Avant que je n’appelle ces hommes… mes ‘Havérim.

Cette histoire, ou plutôt notre histoire, va confirmer un fait : des hommes qui n’ont aucun lien de parenté peuvent devenir des frères, en s’aimant, s’entraidant, en se prouvant une loyauté sans borne.

Le mieux est de commencer par le tout début. Le premier jour de mon arrivée à la Yéchiva Beth Eliahou, qui se trouve en plein Jérusalem. 

Après un cursus plutôt classique pour le milieu dans lequel j’évoluais, je souhaitais continuer dans cette direction. J’avais longuement étudié les options qui s’offraient à moi.

Après avoir consulté mon Rav attitré avec qui j’étais en contact constant depuis ma Bar-Mitsva, et plusieurs heures de réflexions personnelles à tout mettre à plat, j’avais choisi d’intégrer la Yéchiva de Beth Eliahou après trois ans déjà passés en Yéchiva Guédola (Yéchiva accueillant des élèves à partir de 17-18 ans).

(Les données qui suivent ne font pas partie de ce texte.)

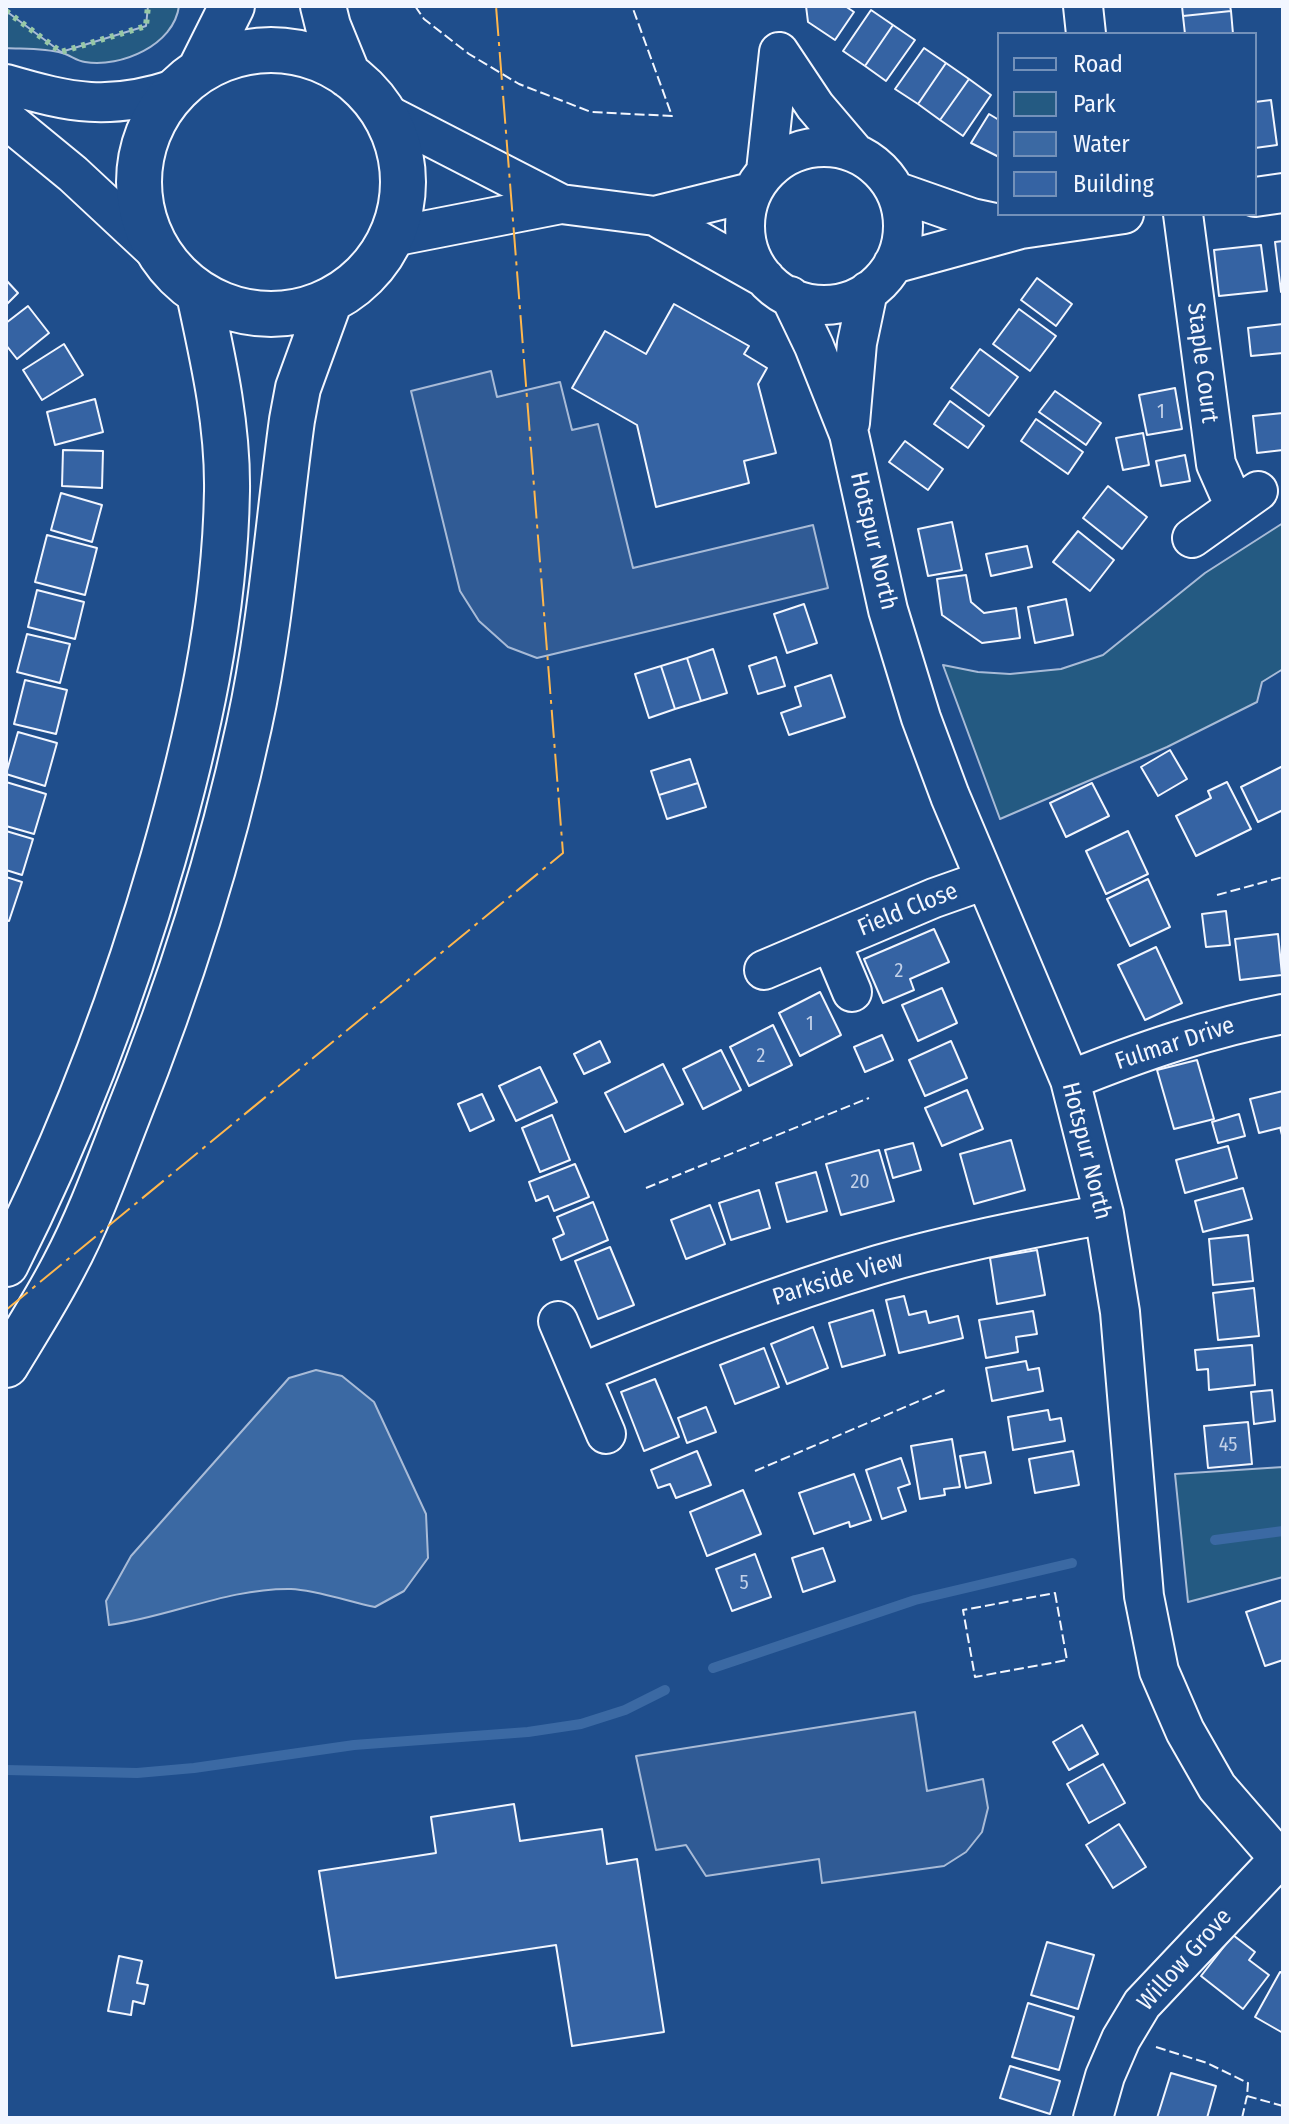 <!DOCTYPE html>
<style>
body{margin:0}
#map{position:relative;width:1289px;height:2124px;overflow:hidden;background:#1f4e8c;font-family:"Fira Sans Condensed",sans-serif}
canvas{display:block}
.frame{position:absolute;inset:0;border:8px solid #f2f6ff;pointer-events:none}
.legend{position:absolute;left:997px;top:32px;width:260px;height:184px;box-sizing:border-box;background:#1f4e8c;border:2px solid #7391ba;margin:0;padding:10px 14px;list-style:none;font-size:24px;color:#f2f6ff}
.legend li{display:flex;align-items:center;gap:16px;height:40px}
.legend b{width:40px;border:2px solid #7391ba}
</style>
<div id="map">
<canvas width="1289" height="2124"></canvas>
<div class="frame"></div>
<ul class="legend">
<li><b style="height:10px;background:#1f4e8c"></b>Road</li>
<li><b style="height:22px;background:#245a82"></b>Park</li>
<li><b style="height:22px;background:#3b69a3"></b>Water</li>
<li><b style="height:22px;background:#3563a3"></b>Building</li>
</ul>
</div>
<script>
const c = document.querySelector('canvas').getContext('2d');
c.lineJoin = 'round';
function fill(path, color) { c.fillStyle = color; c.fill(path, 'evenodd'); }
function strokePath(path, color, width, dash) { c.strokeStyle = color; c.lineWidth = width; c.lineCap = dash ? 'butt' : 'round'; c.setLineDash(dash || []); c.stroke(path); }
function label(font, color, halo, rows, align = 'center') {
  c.font = font + ' "Fira Sans Condensed",sans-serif'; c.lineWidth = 6; c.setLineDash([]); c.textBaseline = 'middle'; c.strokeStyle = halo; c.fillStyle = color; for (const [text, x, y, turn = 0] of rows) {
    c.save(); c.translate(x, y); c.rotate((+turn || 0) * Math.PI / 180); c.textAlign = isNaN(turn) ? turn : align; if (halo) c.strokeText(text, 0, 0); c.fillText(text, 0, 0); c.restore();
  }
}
const green = new Path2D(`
 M148 6H179C174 45 121 68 85 62 77 61 70 55 62 53 45 48 24 49 6 48V11L61 52 146 26Z
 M1283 523V669L1262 682 1257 702 1167 747 1000 819 943 665 978 672 1010 674 1061 669 1103 655 1205 573Z
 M1283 1467V1577L1188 1602 1175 1474Z`);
fill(green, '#245a82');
strokePath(green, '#a8bbd7', 2);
const parking = new Path2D(`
 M491 371 497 397 560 382 572 430 598 424 633 568 813 525 828 588 537 658 508 647 479 621 460 591 411 391Z
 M915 1712 927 1791 983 1779 988 1808 982 1832 966 1852 944 1866 822 1883 819 1859 706 1876 686 1845 656 1850 636 1756Z`);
fill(parking, '#305b95');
strokePath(parking, '#a8bbd7', 2);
const water = new Path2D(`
 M316 1370 342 1376 374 1402 426 1514 428 1558 404 1591 375 1607C350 1602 316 1590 291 1589 228 1588 170 1617 109 1625L106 1601 131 1556 289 1378Z`);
fill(water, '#3b69a3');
strokePath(water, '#a8bbd7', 2);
strokePath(new Path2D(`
 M1215 1540 1283 1531
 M713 1668 915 1600 1072 1563
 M6 1770 137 1773 194 1768 354 1745 528 1732 581 1724 625 1710 665 1690`), '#3b69a3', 10);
const building = new Path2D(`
 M806 6H845L854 12 835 40 808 22Z
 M1182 6H1230L1231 11 1183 16Z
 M871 10 893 25 865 66 843 51Z
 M1231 11 1233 34H1185L1183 16Z
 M893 25 915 40 886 81 865 66Z
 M924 48 946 63 918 104 895 89Z
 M946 63 969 79 940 120 918 104Z
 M969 79 991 95 963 136 940 120Z
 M1271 100 1277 145 1255 148V102Z
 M989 114 999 120V157L971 143Z
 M1283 241V292H1281L1275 242Z
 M1261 245 1267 291 1219 296 1214 250Z
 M1037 278 1072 304 1056 326 1021 300Z
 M6 280 18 293 6 305Z
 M674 304 749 346 744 354 767 368 758 384 776 453 744 461 749 483 656 507 637 425 572 388 605 331 646 354Z
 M28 306 49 333 17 359 6 345V323Z
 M1019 309 1056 336 1030 371 993 344Z
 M1283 324V353L1251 356 1248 328Z
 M64 344 83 375 42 400 23 370Z
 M980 349 1018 377 989 416 951 388Z
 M1175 388 1182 429 1147 435 1139 395Z
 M1055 391 1101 423 1086 445 1039 412Z
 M95 399 103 432 55 445 47 412Z
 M950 401 984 426 968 448 934 424Z
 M1283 413V450L1257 453 1253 416Z
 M1036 419 1083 452 1068 474 1021 441Z
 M1143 433 1149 465 1123 470 1116 438Z
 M905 441 943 469 928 490 889 462Z
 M63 450 103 451 102 488 62 486Z
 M1185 455 1190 481 1161 486 1156 461Z
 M1108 486 1147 517 1122 549 1083 518Z
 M61 493 102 505 92 542 51 530Z
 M952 522 962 570 928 576 918 529Z
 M1078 531 1114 560 1090 591 1053 562Z
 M47 535 97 548 85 595 35 582Z
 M1027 546 1032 567 991 576 986 554Z
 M966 575 971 602 984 613 1016 608 1020 638 982 643 942 615 937 579Z
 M37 590 84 602 75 639 28 627Z
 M1066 599 1073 635 1035 643 1028 607Z
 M804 604 817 643 787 653 774 614Z
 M27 634 70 644 60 683 17 672Z
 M713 649 727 693 701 701 687 658Z
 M776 657 785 686 758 694 749 666Z
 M687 658 701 701 675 709 661 666Z
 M661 666 675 709 649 718 635 674Z
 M831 675 845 717 789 735 781 713 801 706 795 687Z
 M25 680 67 690 56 734 14 724Z
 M18 732 57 743 45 786 6 774Z
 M1170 750 1187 779 1158 796 1141 767Z
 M690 759 698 783 659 795 651 771Z
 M1283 766V810L1258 822 1241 787Z
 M6 782 46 794 34 834 6 826Z
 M1227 782 1251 829 1196 856 1176 816 1211 798 1208 791Z
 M698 783 706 807 667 819 659 795Z
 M1092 783 1109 816 1066 837 1050 803Z
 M6 831 33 839 22 875 6 870Z
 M1128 831 1148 874 1106 894 1086 851Z
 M6 877 22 882 9 921 6 920Z
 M1148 879 1170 927 1130 946 1107 899Z
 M1226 911 1230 945 1206 947 1202 914Z
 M934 929 949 962 910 979 914 990 883 1003 864 959Z
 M1278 934 1282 975 1240 980 1235 939Z
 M1156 947 1182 1003 1145 1020 1118 965Z
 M942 988 957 1023 918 1041 902 1005Z
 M820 992 841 1035 800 1056 779 1013Z
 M773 1025 792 1065 749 1086 730 1047Z
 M882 1035 893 1060 865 1072 854 1047Z
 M600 1041 610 1062 584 1074 574 1054Z
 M951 1041 967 1078 925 1096 909 1060Z
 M721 1050 741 1090 703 1109 683 1069Z
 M1197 1060 1214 1119 1174 1129 1157 1070Z
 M663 1064 683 1104 625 1132 605 1093Z
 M540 1067 557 1102 516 1121 499 1086Z
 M967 1090 983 1129 942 1146 925 1108Z
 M1283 1091V1127L1259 1133 1250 1099Z
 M482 1094 494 1120 470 1131 458 1104Z
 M1239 1114 1245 1136 1218 1143 1212 1122Z
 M552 1115 570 1160 540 1172 522 1128Z
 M1011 1140 1025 1190 974 1204 960 1154Z
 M913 1143 921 1170 893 1178 885 1150Z
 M1228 1146 1237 1178 1185 1193 1176 1160Z
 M879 1150 894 1201 841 1215 826 1164Z
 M575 1164 589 1197 554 1211 548 1196 536 1201 529 1182Z
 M816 1172 827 1211 787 1222 776 1183Z
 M1243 1188 1252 1219 1203 1232 1195 1201Z
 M759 1190 770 1228 731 1240 719 1203Z
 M593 1202 608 1240 561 1260 553 1239 564 1234 557 1217Z
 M710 1205 725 1244 686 1259 671 1220Z
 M1248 1235 1253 1281 1213 1285 1209 1239Z
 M610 1247 634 1305 598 1319 575 1261Z
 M1037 1250 1045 1295 997 1304 990 1258Z
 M1254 1288 1259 1336 1218 1340 1213 1293Z
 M904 1296 909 1315 926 1311 929 1323 958 1316 963 1338 899 1353 886 1300Z
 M873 1310 885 1355 842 1367 829 1323Z
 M1033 1311 1037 1334 1016 1337 1018 1352 986 1358 979 1320Z
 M813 1327 828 1368 787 1384 771 1344Z
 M1252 1345 1255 1385 1209 1390 1208 1369 1197 1370 1195 1350Z
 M764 1348 779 1387 735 1404 720 1365Z
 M1026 1361 1028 1370 1039 1368 1043 1391 992 1401 986 1368Z
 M655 1379 679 1437 644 1451 621 1392Z
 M1272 1390 1275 1421 1254 1424 1251 1392Z
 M706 1407 716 1432 687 1443 678 1418Z
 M1048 1410 1050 1420 1061 1418 1065 1441 1013 1450 1008 1417Z
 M1248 1422 1252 1464 1208 1468 1204 1426Z
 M952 1439 960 1487 944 1489 945 1495 920 1499 911 1446Z
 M697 1451 711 1485 676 1498 670 1484 658 1488 651 1470Z
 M1073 1451 1079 1485 1035 1493 1029 1459Z
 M985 1452 991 1483 966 1488 960 1456Z
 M901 1458 910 1484 898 1488 906 1511 882 1519 866 1470Z
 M854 1474 871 1520 850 1527 849 1522 814 1534 799 1493Z
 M743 1490 761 1534 707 1556 690 1512Z
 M823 1548 835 1581 803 1592 792 1558Z
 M755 1554 771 1597 732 1611 716 1569Z
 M1283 1600V1660L1265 1666 1246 1612Z
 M1082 1725 1098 1754 1069 1770 1053 1742Z
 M1103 1764 1125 1803 1089 1823 1067 1784Z
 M514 1804 520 1841 602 1829 607 1864 637 1859 664 2032 572 2046 556 1945 336 1978 319 1871 436 1853 431 1817Z
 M1119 1824 1146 1867 1113 1888 1086 1845Z
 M1233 1935 1255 1952 1249 1960 1269 1975 1243 2009 1201 1976Z
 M1047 1942 1094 1955 1078 2009 1031 1995Z
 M119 1956 142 1961 137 1983 148 1985 144 2004 133 2001 131 2015 108 2011Z
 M1280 1972 1283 1973V2033L1255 2017Z
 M1028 2003 1074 2017 1059 2070 1012 2057Z
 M1010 2066 1060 2081 1050 2114 1000 2098Z
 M1171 2073 1216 2086 1207 2118H1157Z`);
fill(building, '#3563a3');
strokePath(building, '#f2f6ff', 2);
const minor = new Path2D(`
 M1083 6 1086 34
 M779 52 815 106 855 153
 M6 84C71 103 109 111 175 89
 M386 114 561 204
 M6 119 73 174 161 256
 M745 226a79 79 0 1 1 158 0a79 79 0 1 1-158 0Z
 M766 171 779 52
 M895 191 972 218 1019 228
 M1255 197 1283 193
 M1183 214 1216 464 1235 507
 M655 216 765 278
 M392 237 561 204 655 216 752 192
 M893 264 1021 229 1124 214
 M790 296 814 346 849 434 888 610 921 718 950 796 1070 1080 1104 1214 1120 1312 1144 1596 1159 1671 1185 1731 1217 1787 1283 1863
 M850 423 857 343 868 291
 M1192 538 1258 491
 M831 942 852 992
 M764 970 934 898 985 880
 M1070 1080C1140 1052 1209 1028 1283 1014
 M558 1321 606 1434
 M581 1373C679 1333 777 1295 878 1265 953 1243 1029 1229 1104 1214
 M1093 2118 1105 2076 1121 2039 1142 2004 1279 1859`);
const major = new Path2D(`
 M323 6 328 26 348 75
 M139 182a132 132 0 1 1 264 0a132 132 0 1 1-264 0Z
 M202 66 232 6
 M6 1264C71 1135 123 998 163 859 197 740 225 616 227 491 228 424 213 359 199 294
 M6 1365C26 1332 47 1299 64 1266 89 1219 107 1169 126 1120 177 993 220 861 249 726 271 626 278 522 292 420L298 388 330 300`);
strokePath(minor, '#f2f6ff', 42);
strokePath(major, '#f2f6ff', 48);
strokePath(minor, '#1f4e8c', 38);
strokePath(major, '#1f4e8c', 44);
strokePath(new Path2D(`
 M6 11 61 52 146 26 148 6`), '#97c8a6', 6, [4, 6]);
strokePath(new Path2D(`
 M415 6 424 19 469 54 519 84 591 112 672 116 632 6
 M1217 895 1283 877
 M1280 1127 1283 1139
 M646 1188 869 1098
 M755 1471 945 1390
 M1055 1593 1067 1660 975 1677 963 1610Z
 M1156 2047 1207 2063 1248 2083 1247 2096 1283 2106
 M1242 2118 1247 2096`), '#f2f6ff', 2, [10, 4]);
strokePath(new Path2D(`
 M6 1310 563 853 496 6`), '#ffb74d', 2, [28, 6, 4, 6]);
label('20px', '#c3d1e8', null, [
 ["1",1161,412],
 ["2",899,971],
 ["1",810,1024],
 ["2",761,1056],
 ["20",860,1182],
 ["45",1228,1445],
 ["5",744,1583]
]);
label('24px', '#f2f6ff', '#1f4e8c', [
 ["Staple Court",1202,363,83],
 ["Hotspur North",873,541,77],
 ["Field Close",908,910,-22],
 ["Fulmar Drive",1175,1044,-18],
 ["Hotspur North",1086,1151,76],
 ["Parkside View",838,1279,-17],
 ["Willow Grove",1185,1960,-48]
]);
</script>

La Yéchiva Beth Eliahou, dont la réputation n’était plus à faire, regroupait les élèves plus âgés du monde des Yéchivot pour le Kibbouts (cours supérieur à la Yéchiva Guédola - à ne pas confondre avec le Kibbouts agricole israélien !).

Avec une pointe d’émotion, je me remémore encore la manière dont le meilleur ami de mon père nous avait raconté pour la première fois à la table de Chabbath l’histoire extraordinaire de ce monde à part où vivaient les Yéchivistes. Son grand-père et le père de celui-ci, et sur plusieurs générations, y avaient étudié tout au long de leur vie. Et cela, quelles que soient les épreuves que notre peuple a subies au cours des derniers siècles.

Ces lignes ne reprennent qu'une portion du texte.